Sólo las circunstancias por las que atravesó la humanidad hace casi setenta años son comparables con las que hoy tenemos afrontar. Habría que recordar la furia expansionista de la Alemania de Hitler para hallar paralelismos históricos con lo que actualmente sucede. No se trata de una exageración. Los líderes nazis imponían su diktat a Europa con el mismo lenguaje arrogante y prepotente con el que se expresan Bush, Rumsfeld, Condolezza Rice o Collin Powell.

Conceptos abstractos como “Eje del mal”, “Amenaza terrorista”, “Al Qaeda” o “Estados delincuentes”, con los que se justifican las intervenciones armadas, no se diferencian en mucho de aquellos otros como “Conspiración judía”, “Espacio vital” o “Superioridad Aria”, que sirvieron de antorcha a los nazis para incendiar el mundo con la llama de la guerra. Son creaciones falsas, nociones huecas, utilizadas para crear un clima de histeria y miedo que permita que un sector de la población del país agresor disculpe y apoye la conducta de sus dirigentes.

Como antaño, los Estados pequeños, sin apenas recursos militares, se convierten hoy en “temibles peligros” para la superpotencia hegemónica. Ayer fueron Checoslovaquia y Polonia, hoy son Afganistán, Irak, Siria o Cuba. También como entonces, la justificación se construye sin evidencias, sin pruebas. En 1939, Alemania simuló un ataque polaco a uno de sus destacamentos en la ciudad de Danzig.

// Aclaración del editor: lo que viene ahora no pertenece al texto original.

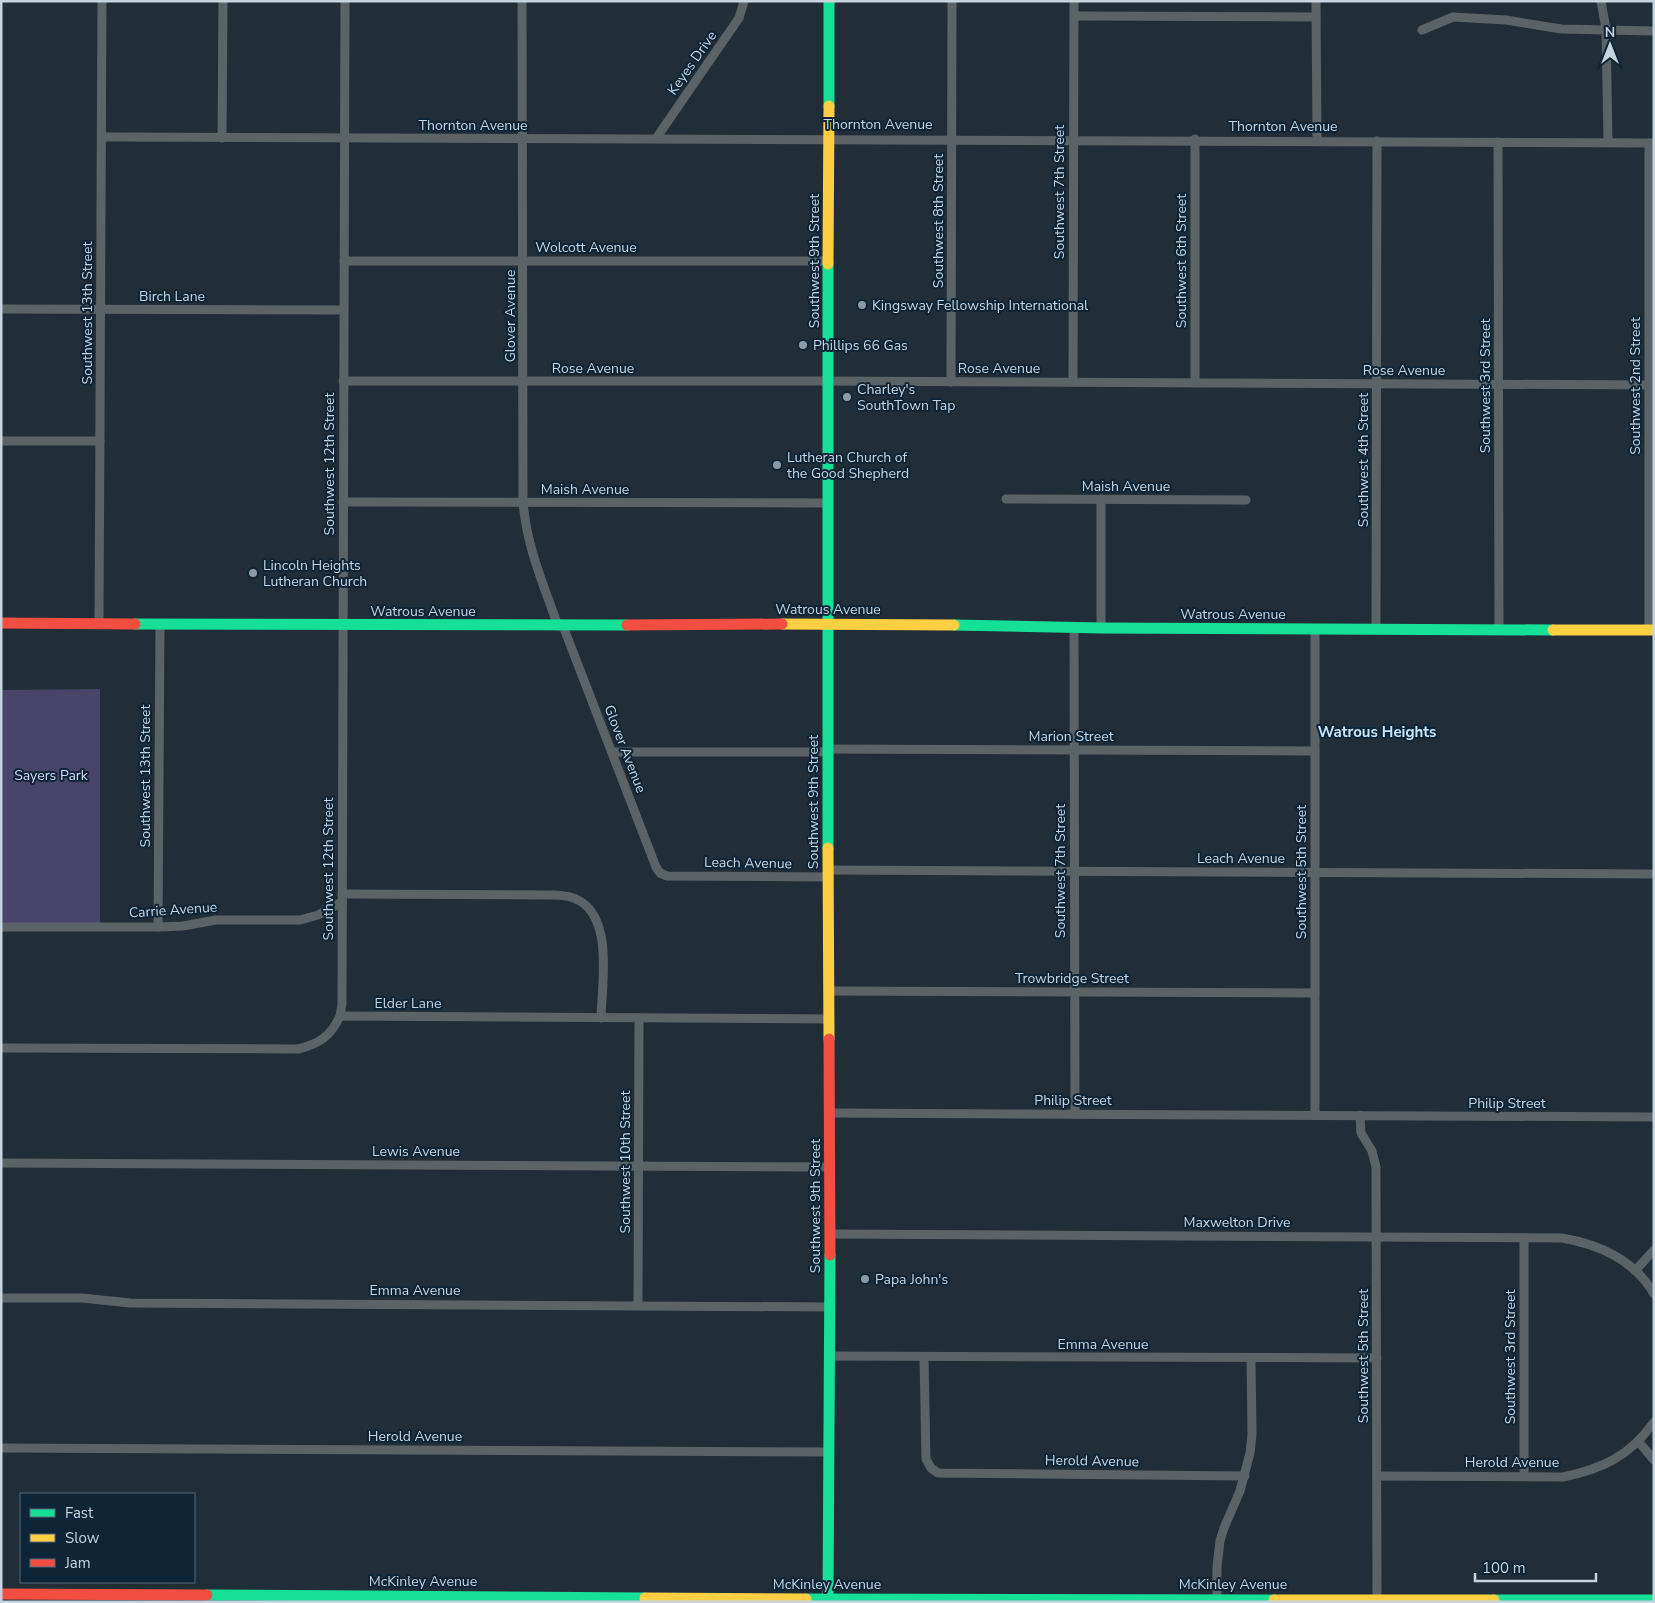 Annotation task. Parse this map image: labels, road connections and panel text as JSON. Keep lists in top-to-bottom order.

Era incuestionable, no obstante, que los menos interesados en hostigar a los alemanes eran los polacos, que sólo disponían para su defensa de un ejército con armamento extremadamente anticuado. ¿Por qué iban a querer los polacos provocar a quienes los barrerían en cuestión de horas? Esa fue, sin embargo, la supuesta chispa que desencadenó la segunda guerra mundial. Una vez comenzado el conflicto nadie volvió a preguntarse qué había habido de cierto en el presunto ataque de los polacos.

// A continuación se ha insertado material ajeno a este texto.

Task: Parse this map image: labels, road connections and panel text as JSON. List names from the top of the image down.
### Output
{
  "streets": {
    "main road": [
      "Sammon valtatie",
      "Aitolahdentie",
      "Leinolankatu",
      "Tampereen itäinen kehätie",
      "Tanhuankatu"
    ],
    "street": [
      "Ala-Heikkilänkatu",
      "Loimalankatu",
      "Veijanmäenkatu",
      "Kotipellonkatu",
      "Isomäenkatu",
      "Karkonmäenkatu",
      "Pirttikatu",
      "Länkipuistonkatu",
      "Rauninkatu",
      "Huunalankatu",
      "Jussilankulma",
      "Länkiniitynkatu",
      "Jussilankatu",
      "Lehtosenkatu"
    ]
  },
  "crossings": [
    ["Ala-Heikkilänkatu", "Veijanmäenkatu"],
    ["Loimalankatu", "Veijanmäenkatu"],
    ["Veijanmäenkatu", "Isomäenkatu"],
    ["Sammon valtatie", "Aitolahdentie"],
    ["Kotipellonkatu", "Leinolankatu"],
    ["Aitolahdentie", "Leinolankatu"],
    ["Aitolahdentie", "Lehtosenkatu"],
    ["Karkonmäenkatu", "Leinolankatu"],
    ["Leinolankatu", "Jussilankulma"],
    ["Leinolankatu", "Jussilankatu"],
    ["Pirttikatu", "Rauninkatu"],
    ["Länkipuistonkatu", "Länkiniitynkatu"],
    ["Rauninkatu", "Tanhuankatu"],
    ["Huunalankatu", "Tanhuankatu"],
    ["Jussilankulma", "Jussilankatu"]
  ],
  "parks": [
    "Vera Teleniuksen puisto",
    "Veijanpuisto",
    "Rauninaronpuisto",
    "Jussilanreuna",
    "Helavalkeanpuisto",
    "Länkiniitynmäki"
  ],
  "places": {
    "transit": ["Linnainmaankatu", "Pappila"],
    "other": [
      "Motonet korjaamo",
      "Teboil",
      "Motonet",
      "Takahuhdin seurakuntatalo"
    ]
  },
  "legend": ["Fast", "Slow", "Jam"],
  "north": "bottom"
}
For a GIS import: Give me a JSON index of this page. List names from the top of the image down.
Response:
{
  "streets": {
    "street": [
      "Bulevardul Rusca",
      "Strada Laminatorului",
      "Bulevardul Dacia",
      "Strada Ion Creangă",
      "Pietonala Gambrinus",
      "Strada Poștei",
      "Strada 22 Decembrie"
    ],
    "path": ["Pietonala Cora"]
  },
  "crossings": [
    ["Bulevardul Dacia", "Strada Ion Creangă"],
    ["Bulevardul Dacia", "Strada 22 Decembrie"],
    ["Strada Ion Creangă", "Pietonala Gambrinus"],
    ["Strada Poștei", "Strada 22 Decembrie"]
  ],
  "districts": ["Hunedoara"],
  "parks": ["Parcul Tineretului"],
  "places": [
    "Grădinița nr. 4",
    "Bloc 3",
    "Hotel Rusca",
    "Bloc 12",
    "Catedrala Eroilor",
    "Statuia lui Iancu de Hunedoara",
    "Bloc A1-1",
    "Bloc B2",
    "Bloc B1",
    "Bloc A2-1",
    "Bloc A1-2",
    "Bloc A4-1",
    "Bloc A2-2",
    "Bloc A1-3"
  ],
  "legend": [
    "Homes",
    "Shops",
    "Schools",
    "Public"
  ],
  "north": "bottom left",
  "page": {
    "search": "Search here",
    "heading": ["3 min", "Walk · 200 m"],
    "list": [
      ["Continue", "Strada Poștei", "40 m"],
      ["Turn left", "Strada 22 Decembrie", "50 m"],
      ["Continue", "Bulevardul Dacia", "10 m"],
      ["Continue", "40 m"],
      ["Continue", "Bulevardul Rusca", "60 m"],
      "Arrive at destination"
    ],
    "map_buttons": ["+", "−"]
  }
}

En la actualidad, los EEUU e Inglaterra sostienen que su seguridad estaba gravemente amenazada por las armas de destrucción masiva de que disponía Irak. Este argumento fue aprovechado para descargar un fulminante ataque que aniquiló al ejército iraquí en unas pocas semanas. Resulta lógico preguntarse, una vez acabado el conflicto, por qué los iraquíes no utilizaron esas terroríficas armas para defenderse contra la agresión de un enemigo, cuya desproporcionada superioridad, garantizaba su victoria contra cualquier resistencia convencional. Una pregunta tan obvia parece no interesar a ningún medio de comunicación.

La utilización de la mentira elemental, tosca e increíble como instrumento de agresión contra los pueblos cobra de nuevo vigor con la estrategia norteamericana. Haciendo uso del mismo cinismo que caracterizara al ministro de propaganda nazi, Joseph Goebbles, los portavoces del gobierno estadounidense anuncian que nos van a mentir, que la verdad será desterrada de su política exterior, que la mentira cuanto más monstruosa será más verosímil. No ocultan su decálogo: comprarán periodistas; doblegarán conciencias; tergiversarán la realidad; secuestrarán; liquidarán a los enemigos; invadirán a las naciones rebeldes… No, no se trata de una fantasía antinorteamericana. Nos lo dicen ellos. Nos lo advierten de manera textual. Se jactan. E implacablemente, lo ponen en práctica.

Este sombrío principio del tercer milenio es el contexto en el que nos ha tocado vivir. El presente desequilibrio mundial parece permitirle al vencedor de la Guerra Fría imponer su propia “Pax” en el concierto de las naciones. La soberanía territorial de los países se nos presenta como una antigualla inservible. La legítima resistencia al chantaje, a la fiscalización o a la ingerencia en los asuntos internos de las naciones independientes, son interpretadas por el Gobierno de Washington como actitudes hostiles; y por tanto, merecedoras de un “pavoroso” castigo.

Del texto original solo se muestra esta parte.